Geithner’s Plan Creates An Unnecessarily Subsidized Market In Toxic Assets

Treasury Secretary Timothy Geithner’s Private-Public Investment Program is both good and bad. My new column takes a look:

The Treasury Department has created a bit of a conundrum for libertarians when it comes to the newly announced Jekyll and Hyde-like TARP II. On the one hand, the government is finally reaching out to the private sector through this initiative, recognizing the power of markets and price discovery as means to end the economic crisis. But on the other hand, the taxpayers are still taking up to 93 percent of the risk in this new venture. That’s hardly an equitable solution and it could end up costing incalculable billions…

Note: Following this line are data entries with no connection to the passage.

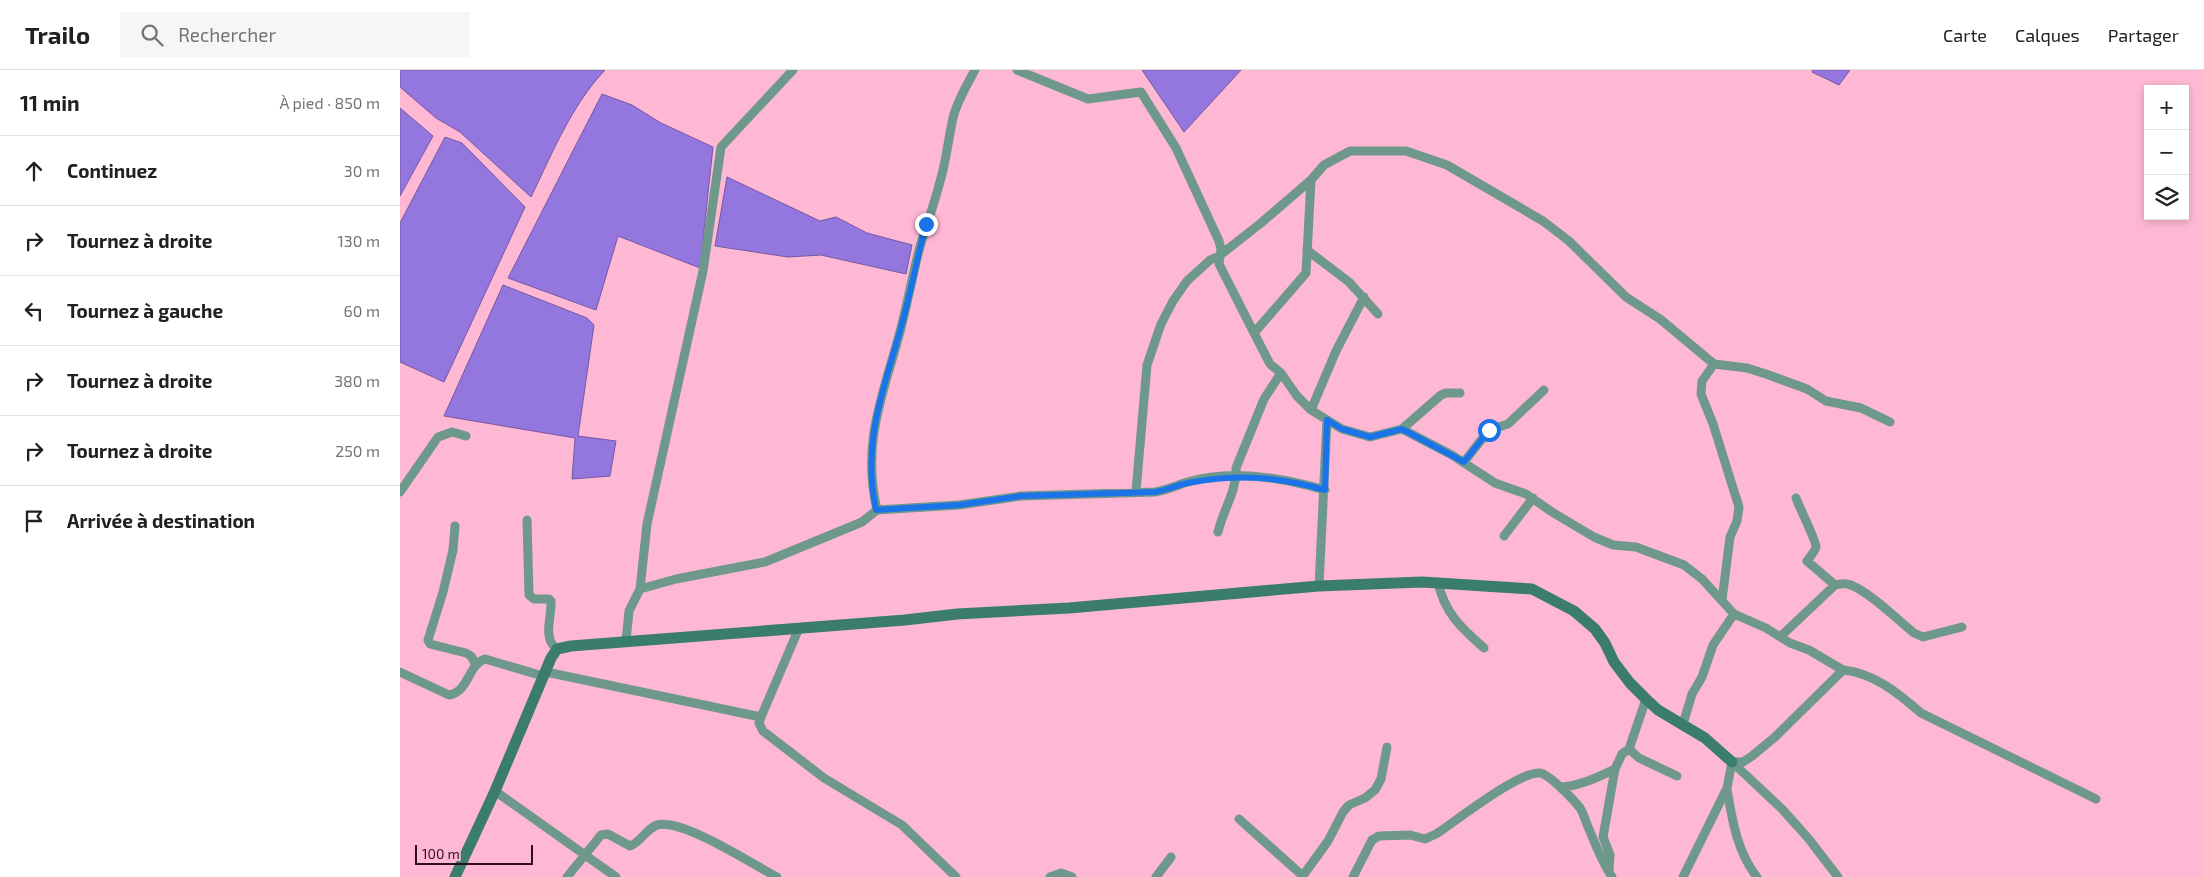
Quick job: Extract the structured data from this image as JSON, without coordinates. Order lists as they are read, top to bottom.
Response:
{
  "scale_bar": "100 m",
  "page": {
    "header": "Trailo",
    "search": "Rechercher",
    "nav": ["Carte", "Calques", "Partager"],
    "heading": ["11 min", "À pied · 850 m"],
    "map_buttons": ["+", "−"],
    "list": [
      ["Continuez", "30 m"],
      ["Tournez à droite", "130 m"],
      ["Tournez à gauche", "60 m"],
      ["Tournez à droite", "380 m"],
      ["Tournez à droite", "250 m"],
      "Arrivée à destination"
    ],
    "scale": "100 m"
  }
}
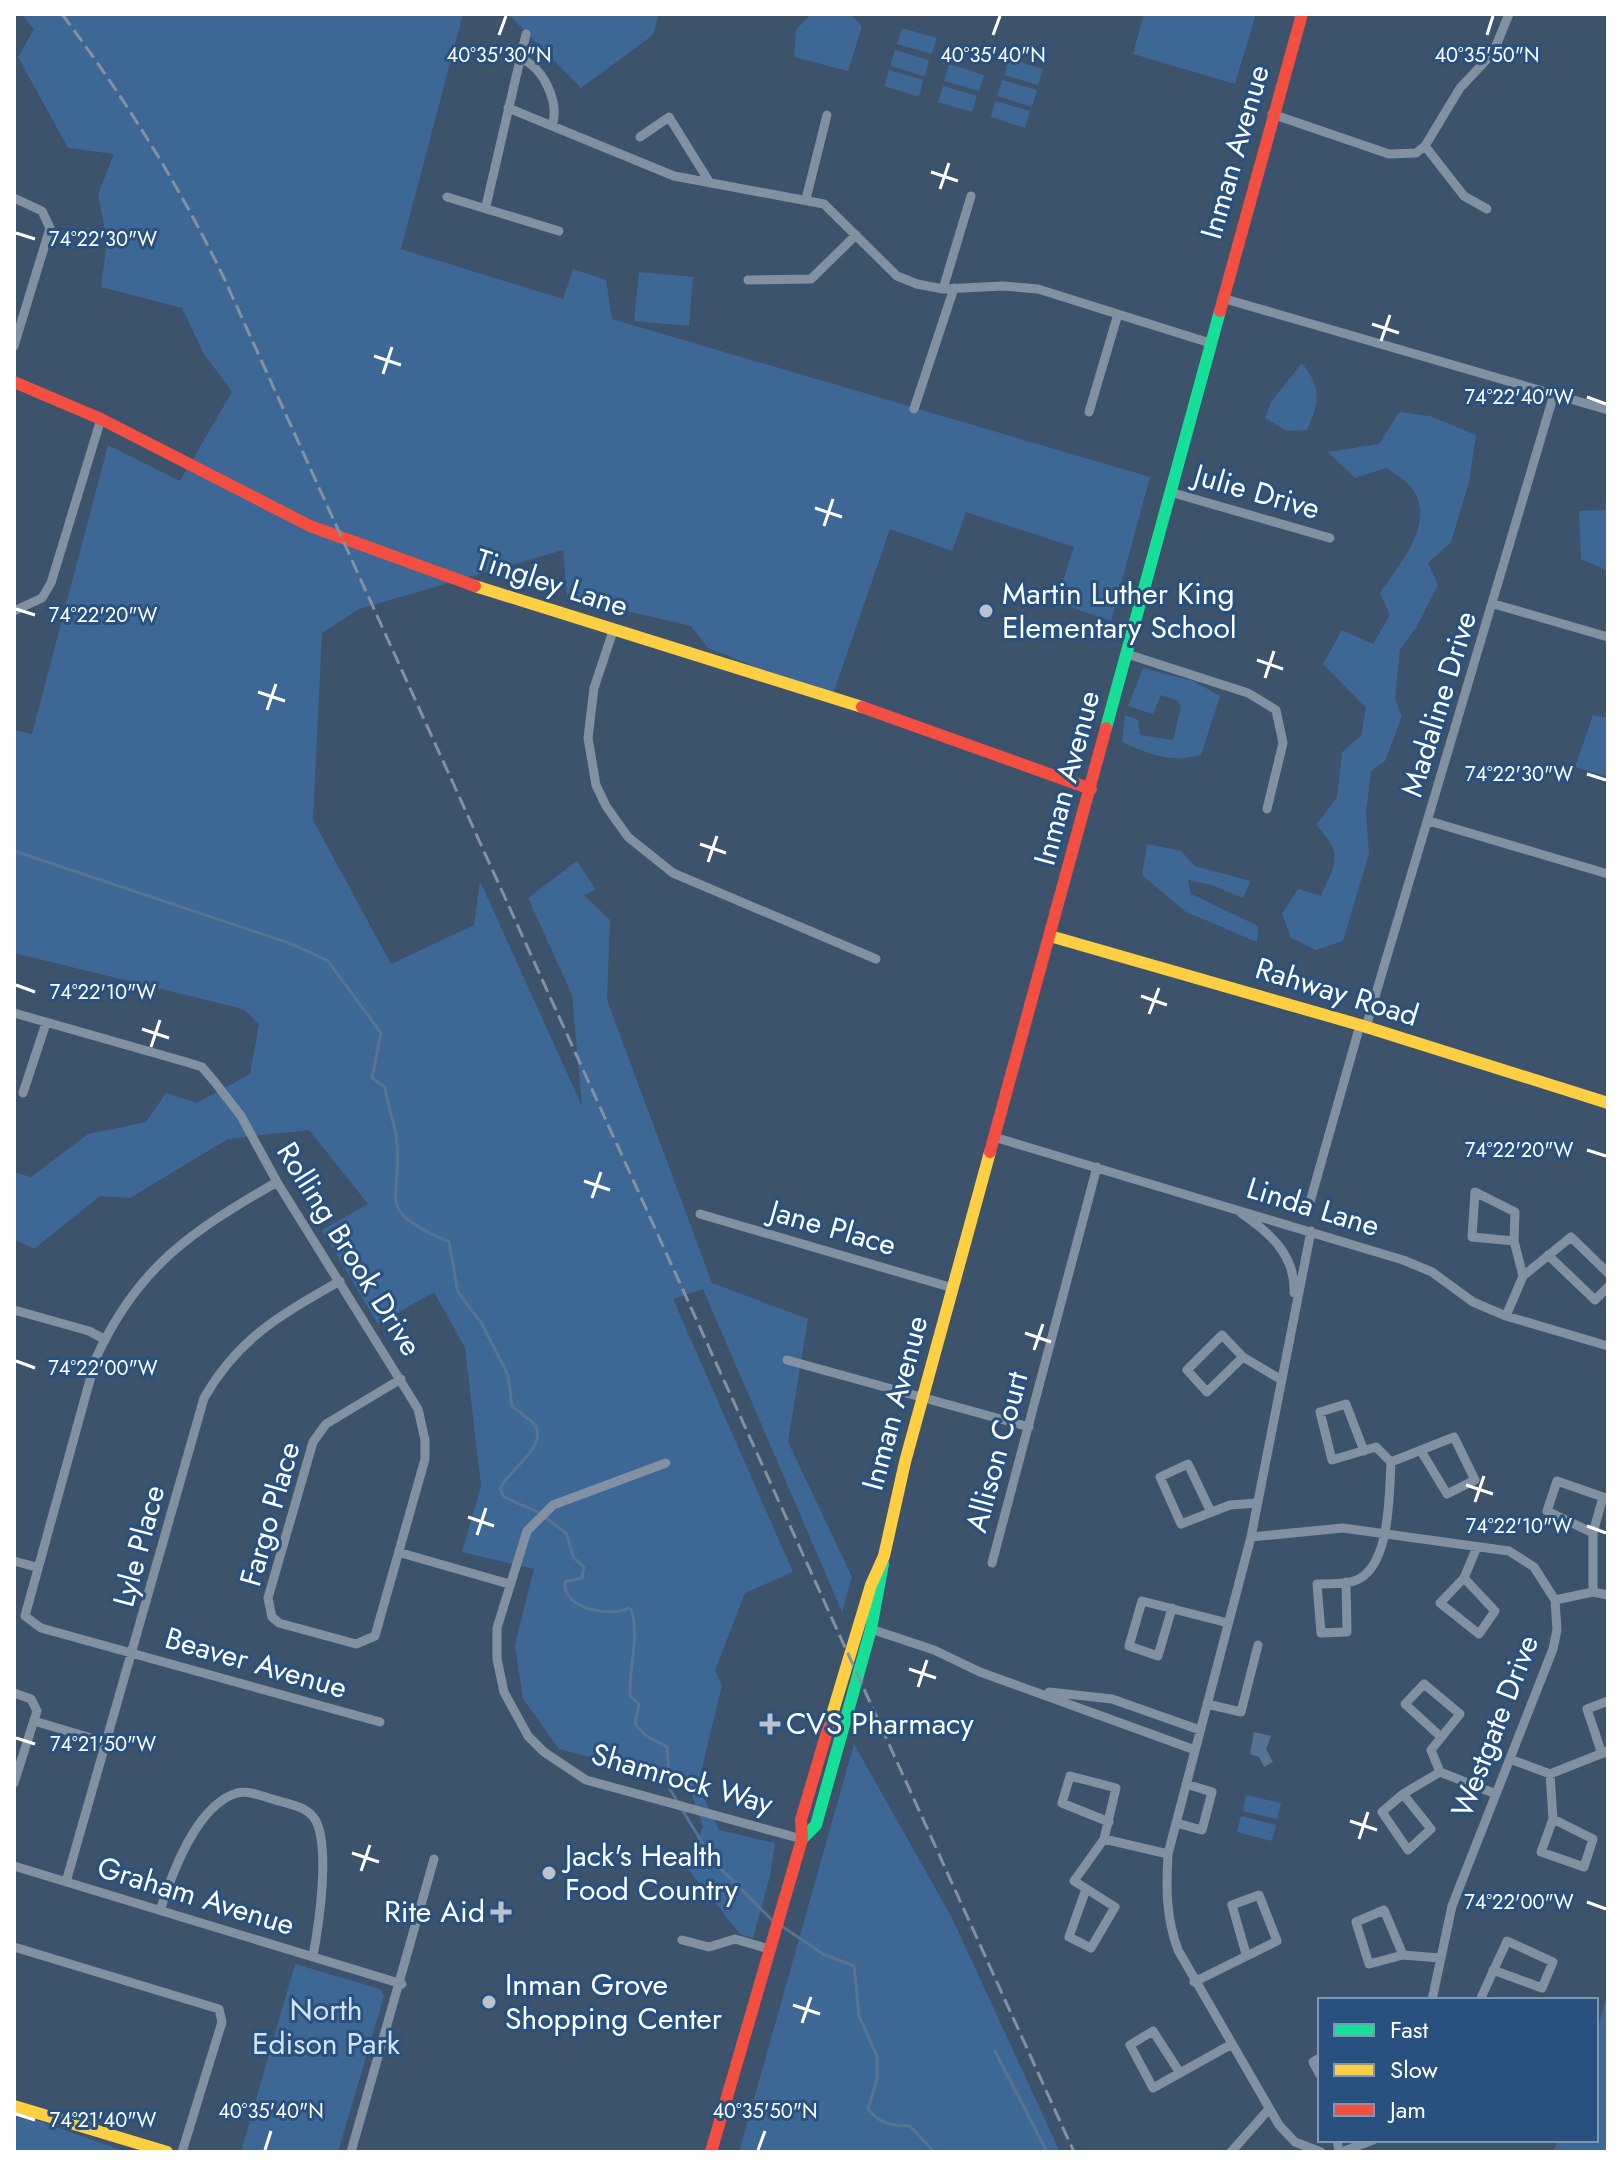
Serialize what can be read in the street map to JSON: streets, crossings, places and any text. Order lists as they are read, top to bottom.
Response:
{
  "streets": {
    "main road": ["Inman Avenue", "Tingley Lane", "Rahway Road"],
    "street": [
      "Julie Drive",
      "Madaline Drive",
      "Linda Lane",
      "Jane Place",
      "Rolling Brook Drive",
      "Allison Court",
      "Fargo Place",
      "Lyle Place",
      "Beaver Avenue",
      "Westgate Drive",
      "Shamrock Way",
      "Graham Avenue"
    ]
  },
  "crossings": [
    ["Inman Avenue", "Julie Drive"],
    ["Inman Avenue", "Tingley Lane"],
    ["Inman Avenue", "Rahway Road"],
    ["Inman Avenue", "Linda Lane"],
    ["Inman Avenue", "Jane Place"],
    ["Inman Avenue", "Shamrock Way"],
    ["Madaline Drive", "Rahway Road"],
    ["Linda Lane", "Allison Court"],
    ["Rolling Brook Drive", "Fargo Place"],
    ["Rolling Brook Drive", "Lyle Place"],
    ["Lyle Place", "Beaver Avenue"],
    ["Lyle Place", "Graham Avenue"]
  ],
  "parks": ["North Edison Park"],
  "places": {
    "other": ["Martin Luther King Elementary School", "Jack's Health Food Country", "Inman Grove Shopping Center"],
    "health": ["CVS Pharmacy", "Rite Aid"]
  },
  "legend": ["Fast", "Slow", "Jam"],
  "coordinates": [
    "40°35'40\"N",
    "40°35'50\"N",
    "40°35'30\"N",
    "74°22'30\"W",
    "74°22'40\"W",
    "74°22'20\"W",
    "74°22'10\"W",
    "74°22'00\"W",
    "74°21'50\"W",
    "74°21'40\"W"
  ]
}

Though the TARP II program creates a market for buying and selling these assets, it’s an unnecessarily subsidized one. These assets can be bought and sold now, in the current market. The catch is that the banks don’t want to because they don’t like the prices they are being offered, and bailouts have allowed them to hang on for a better deal. The best option is simply to let the banks that do not want to sell fail, and then divest the assets after going into bankruptcy.

There are other risks with the plan, including the possibility that banks will bid up their own auctions, but this can be stopped with the right oversight. The gravest concern is that there are high odds that many of the toxic Legacy Assets might never regain value, leaving the taxpayers with a heavy loss that should be felt by the banks.